Work required: The answer must be every line from the entries below that includes "origin".

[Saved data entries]
*** Block opens ***

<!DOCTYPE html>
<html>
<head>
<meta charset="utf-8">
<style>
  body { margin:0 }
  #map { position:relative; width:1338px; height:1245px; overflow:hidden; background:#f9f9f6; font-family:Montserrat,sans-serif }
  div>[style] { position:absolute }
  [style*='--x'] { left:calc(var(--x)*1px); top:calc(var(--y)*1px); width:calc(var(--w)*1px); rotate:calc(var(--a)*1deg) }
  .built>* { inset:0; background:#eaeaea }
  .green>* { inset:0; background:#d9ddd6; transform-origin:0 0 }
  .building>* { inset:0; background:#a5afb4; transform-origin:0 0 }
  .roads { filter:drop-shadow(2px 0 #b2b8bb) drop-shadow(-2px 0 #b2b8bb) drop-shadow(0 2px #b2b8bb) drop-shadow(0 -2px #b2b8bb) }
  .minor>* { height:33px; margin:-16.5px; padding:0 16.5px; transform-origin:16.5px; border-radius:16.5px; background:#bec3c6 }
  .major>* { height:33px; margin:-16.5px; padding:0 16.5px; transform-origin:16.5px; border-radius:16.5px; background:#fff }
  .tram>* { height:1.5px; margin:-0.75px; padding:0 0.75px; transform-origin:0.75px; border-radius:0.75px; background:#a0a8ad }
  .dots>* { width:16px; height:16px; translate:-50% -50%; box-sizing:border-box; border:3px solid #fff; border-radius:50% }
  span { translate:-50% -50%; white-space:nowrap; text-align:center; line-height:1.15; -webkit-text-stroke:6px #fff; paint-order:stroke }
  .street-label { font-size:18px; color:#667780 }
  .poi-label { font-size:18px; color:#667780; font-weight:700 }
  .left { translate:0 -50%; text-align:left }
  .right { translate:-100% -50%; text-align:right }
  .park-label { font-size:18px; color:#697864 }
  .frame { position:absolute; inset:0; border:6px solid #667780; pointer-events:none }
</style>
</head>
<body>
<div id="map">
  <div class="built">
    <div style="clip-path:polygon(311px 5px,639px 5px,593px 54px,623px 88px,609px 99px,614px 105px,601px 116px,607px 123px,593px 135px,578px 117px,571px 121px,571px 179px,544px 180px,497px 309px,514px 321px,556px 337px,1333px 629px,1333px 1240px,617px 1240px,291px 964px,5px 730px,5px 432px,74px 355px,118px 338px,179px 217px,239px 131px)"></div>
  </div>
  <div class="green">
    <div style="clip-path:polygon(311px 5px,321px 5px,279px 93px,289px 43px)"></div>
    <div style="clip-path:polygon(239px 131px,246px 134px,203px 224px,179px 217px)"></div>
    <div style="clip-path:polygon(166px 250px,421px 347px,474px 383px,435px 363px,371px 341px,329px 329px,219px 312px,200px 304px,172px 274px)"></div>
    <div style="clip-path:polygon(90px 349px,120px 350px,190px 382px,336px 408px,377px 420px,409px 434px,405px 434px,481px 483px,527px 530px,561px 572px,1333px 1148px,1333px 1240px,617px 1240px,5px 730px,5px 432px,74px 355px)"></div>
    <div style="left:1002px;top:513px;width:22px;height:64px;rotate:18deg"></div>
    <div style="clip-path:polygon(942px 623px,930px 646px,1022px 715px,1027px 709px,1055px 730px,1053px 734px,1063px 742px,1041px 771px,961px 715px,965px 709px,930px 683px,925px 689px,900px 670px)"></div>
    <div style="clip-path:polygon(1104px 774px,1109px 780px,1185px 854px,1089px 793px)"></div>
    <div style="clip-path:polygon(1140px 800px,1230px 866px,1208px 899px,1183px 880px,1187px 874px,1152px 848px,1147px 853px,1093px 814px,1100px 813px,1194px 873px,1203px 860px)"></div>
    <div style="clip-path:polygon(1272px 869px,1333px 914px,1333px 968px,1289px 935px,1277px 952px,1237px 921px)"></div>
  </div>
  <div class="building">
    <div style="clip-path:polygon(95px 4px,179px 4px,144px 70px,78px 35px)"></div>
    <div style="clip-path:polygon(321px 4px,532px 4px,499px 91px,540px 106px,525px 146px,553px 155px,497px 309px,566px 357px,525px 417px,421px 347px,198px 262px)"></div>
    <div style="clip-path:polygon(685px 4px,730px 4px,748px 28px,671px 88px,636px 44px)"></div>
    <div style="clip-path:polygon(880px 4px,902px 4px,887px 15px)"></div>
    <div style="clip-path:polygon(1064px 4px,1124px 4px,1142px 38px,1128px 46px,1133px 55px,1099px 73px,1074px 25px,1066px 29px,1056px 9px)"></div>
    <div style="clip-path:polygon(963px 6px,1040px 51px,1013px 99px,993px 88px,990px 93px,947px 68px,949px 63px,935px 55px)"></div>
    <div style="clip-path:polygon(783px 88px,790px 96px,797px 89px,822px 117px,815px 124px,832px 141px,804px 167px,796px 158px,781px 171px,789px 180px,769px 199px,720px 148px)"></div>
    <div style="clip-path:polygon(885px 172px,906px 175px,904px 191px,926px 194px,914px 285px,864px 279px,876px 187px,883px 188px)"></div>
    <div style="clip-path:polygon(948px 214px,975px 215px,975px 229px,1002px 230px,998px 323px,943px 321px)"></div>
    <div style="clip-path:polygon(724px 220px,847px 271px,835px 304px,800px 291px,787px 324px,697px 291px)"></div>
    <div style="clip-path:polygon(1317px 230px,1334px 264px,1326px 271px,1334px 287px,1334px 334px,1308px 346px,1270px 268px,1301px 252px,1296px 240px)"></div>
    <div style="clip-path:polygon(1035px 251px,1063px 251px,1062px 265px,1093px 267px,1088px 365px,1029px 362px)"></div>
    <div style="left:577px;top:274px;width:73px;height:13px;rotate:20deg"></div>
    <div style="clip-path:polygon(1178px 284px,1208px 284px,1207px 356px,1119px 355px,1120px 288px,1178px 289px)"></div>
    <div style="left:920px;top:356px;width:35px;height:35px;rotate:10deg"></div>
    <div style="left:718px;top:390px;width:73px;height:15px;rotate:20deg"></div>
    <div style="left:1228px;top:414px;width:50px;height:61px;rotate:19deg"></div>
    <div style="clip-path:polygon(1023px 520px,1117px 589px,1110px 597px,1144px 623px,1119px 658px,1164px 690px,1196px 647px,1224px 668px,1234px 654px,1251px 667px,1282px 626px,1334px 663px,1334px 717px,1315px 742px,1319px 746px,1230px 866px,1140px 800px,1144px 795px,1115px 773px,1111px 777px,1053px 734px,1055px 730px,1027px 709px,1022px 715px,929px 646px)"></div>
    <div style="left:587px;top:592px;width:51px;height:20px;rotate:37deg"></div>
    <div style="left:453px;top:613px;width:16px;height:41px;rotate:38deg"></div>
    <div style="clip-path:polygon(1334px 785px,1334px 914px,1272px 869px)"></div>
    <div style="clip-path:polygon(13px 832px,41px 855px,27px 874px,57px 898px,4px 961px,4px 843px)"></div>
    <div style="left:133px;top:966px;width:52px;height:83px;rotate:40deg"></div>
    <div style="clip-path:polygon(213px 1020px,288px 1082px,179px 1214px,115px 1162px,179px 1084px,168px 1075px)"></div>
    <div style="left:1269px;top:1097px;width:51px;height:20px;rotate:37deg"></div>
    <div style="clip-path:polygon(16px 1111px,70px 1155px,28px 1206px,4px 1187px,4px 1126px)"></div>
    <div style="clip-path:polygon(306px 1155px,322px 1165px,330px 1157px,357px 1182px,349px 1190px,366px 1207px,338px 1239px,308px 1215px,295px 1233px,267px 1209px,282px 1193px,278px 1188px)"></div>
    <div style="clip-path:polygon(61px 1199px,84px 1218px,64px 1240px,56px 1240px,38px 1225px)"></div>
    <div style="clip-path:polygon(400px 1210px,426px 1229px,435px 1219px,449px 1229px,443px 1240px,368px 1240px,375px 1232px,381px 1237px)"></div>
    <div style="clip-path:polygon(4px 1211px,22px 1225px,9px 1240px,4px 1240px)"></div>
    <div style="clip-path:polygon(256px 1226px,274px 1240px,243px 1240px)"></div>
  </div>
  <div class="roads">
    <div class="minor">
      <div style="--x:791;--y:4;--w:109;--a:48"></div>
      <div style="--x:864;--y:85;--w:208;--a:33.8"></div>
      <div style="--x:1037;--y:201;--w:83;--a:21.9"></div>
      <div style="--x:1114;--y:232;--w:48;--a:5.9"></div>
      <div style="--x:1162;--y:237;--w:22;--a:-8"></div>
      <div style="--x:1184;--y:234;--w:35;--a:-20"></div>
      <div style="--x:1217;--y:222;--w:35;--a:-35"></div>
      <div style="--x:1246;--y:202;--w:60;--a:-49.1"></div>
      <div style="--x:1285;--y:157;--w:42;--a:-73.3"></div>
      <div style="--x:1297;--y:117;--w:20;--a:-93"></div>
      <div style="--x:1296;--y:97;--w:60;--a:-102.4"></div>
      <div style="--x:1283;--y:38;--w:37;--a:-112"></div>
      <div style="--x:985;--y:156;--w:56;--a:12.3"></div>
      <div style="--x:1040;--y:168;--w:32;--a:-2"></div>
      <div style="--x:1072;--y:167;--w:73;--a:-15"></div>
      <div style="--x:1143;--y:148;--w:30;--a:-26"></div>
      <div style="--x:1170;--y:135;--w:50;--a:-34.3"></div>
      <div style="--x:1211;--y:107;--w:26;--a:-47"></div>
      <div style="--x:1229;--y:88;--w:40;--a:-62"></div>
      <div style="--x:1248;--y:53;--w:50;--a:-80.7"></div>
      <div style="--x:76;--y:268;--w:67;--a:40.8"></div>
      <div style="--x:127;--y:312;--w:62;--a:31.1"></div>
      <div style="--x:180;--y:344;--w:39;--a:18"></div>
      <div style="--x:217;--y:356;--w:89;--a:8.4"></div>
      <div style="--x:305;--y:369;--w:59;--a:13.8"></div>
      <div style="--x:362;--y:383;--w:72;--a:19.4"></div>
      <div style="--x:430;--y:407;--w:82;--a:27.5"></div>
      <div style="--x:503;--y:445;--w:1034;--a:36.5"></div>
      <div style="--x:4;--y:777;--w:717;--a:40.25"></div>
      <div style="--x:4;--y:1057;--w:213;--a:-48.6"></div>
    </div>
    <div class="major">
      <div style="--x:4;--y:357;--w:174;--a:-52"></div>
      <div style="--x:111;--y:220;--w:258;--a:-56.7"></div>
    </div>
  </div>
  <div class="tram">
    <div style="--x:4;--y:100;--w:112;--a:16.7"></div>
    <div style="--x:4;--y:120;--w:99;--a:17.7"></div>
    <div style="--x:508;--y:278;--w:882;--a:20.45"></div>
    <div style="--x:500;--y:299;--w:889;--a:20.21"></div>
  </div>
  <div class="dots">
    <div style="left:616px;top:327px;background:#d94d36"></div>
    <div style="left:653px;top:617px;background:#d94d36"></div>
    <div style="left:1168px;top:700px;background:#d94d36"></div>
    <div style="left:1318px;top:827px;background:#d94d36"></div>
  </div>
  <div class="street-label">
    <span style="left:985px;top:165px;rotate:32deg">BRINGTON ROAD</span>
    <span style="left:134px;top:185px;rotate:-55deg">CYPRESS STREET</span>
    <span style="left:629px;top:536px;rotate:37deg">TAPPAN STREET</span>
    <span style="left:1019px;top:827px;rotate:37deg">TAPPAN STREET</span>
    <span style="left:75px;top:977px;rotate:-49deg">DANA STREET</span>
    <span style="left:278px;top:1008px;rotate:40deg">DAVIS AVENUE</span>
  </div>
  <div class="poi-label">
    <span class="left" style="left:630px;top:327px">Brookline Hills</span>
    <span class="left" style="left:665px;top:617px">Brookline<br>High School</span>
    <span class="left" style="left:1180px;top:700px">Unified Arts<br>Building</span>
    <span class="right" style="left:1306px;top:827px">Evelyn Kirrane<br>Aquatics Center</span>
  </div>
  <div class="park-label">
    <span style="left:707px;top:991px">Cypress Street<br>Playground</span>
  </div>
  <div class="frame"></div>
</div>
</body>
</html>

*** Block closes ***

Result of this exercise:
  .green>* { inset:0; background:#d9ddd6; transform-origin:0 0 }
  .building>* { inset:0; background:#a5afb4; transform-origin:0 0 }
  .minor>* { height:33px; margin:-16.5px; padding:0 16.5px; transform-origin:16.5px; border-radius:16.5px; background:#bec3c6 }
  .major>* { height:33px; margin:-16.5px; padding:0 16.5px; transform-origin:16.5px; border-radius:16.5px; background:#fff }
  .tram>* { height:1.5px; margin:-0.75px; padding:0 0.75px; transform-origin:0.75px; border-radius:0.75px; background:#a0a8ad }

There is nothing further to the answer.